Snapping, Allie said, “What are you talking about, Trev? Too simple for what?”

  “For Tara to stay here. There’s a FOX TV news van at the end of the drive, and a CBS truck just pulled up on the verge by the water. Looks like it’s going to get nasty.”

  Raising her voice, Allison said, “Then what are you waiting for? Call security. I want a detail out here on-the-double. No one gets close to my sister.” Turning to Tara, she said, “I swear to God, Tee, if I see that man again, I’ll put him down myself. I have a loaded twenty-two in my purse, and I know how to use it.”

  FORTY-NINE

  Washington, DC

  THREE WEEKS AFTER NEW ORLEANS cooling their heels in DC, frustration, and anxiety inevitably set in.

  Toni Colletti, the youthful-looking Special Agent with the dark hair, said, “No, Mathias. Even The Shooter wouldn’t choose a gathering of card-carrying NRA members to make a statement. One,” she said, pulling her thumb like a game of This Little Piggy, “It’s politically counter-productive, would set the guns rights movement back a generation. Two,” she continued tweaking her forefinger, “With so many trigger-happy rednecks in attendance, it’s suicide. He won’t get three yards before they gun him down in the street. Three,” she added, cracking her index finger for emphasis, “Security will be everywhere, private and Atlanta PD. Finally,” she said, raising her pinky finger, “A chopper—or two—overhead. Do you really think he’ll find a single suitable rooftop to release a decent shot?”

  Only half listening, of more concern to Mathias, was Tara. Outed by the press in the bloody aftermath of New Orleans, she’d refused to take his calls. Mathias had telephoned and messaged a hundred times with no response. Tara’s mobile voicemail box was full.
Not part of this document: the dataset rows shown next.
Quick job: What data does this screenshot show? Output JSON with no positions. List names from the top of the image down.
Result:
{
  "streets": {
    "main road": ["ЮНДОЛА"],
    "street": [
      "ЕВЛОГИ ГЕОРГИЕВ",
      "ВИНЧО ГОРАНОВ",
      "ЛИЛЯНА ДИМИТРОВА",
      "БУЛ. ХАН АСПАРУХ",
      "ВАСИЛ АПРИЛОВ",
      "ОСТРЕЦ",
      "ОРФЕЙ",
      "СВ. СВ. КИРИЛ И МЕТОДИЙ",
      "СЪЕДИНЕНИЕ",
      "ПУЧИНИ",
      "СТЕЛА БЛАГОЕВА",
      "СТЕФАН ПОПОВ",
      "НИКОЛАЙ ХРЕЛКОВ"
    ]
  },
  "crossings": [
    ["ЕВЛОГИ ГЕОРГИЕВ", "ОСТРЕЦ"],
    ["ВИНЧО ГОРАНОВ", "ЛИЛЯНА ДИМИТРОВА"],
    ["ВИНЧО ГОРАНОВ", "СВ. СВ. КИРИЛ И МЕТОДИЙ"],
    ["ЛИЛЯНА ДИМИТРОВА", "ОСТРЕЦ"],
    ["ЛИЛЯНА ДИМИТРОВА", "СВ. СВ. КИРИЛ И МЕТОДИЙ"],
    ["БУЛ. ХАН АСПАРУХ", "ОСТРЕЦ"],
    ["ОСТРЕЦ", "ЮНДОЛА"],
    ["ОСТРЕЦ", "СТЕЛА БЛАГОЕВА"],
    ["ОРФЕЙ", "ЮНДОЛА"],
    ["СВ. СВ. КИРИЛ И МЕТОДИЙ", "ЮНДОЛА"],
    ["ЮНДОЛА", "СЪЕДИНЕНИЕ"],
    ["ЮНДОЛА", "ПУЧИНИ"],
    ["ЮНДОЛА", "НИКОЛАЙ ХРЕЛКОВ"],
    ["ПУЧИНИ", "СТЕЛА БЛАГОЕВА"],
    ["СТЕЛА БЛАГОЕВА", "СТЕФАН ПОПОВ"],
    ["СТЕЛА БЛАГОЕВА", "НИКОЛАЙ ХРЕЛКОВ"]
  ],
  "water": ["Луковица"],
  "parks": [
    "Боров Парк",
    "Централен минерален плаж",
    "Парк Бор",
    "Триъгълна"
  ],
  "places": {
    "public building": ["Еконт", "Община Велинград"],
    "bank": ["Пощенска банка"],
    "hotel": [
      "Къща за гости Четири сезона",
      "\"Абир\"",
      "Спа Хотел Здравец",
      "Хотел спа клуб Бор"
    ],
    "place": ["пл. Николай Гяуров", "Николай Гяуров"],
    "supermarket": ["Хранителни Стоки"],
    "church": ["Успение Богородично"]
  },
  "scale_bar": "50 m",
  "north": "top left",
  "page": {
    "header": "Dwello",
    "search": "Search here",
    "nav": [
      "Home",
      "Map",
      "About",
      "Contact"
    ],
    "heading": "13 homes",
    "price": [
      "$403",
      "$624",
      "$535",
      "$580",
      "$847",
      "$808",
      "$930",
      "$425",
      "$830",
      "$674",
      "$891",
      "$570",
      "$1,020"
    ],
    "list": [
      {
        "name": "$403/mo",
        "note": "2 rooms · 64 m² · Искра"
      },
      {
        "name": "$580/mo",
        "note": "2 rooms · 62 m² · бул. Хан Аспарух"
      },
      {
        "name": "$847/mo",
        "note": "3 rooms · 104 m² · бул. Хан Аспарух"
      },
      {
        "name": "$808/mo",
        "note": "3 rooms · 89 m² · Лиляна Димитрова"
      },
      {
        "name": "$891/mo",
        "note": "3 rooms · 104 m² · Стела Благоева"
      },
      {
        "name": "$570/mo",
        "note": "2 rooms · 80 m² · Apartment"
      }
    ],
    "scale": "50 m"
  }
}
Finally, in desperation, he reached out reluctantly to Tara’s sister, Allison, in Carmel.

  “You have no right to know where Tara is, Mathias. When it comes to my sister, you have no rights at all,” said Allison sharply, venom dripping from her reply. “In fact, if you don’t stop calling and messaging her, I’ll apply for a restraining order. You’re unstable and potentially violent. For a man who carries a gun, a lethal combination. You won’t get within a mile of Tara, I swear.”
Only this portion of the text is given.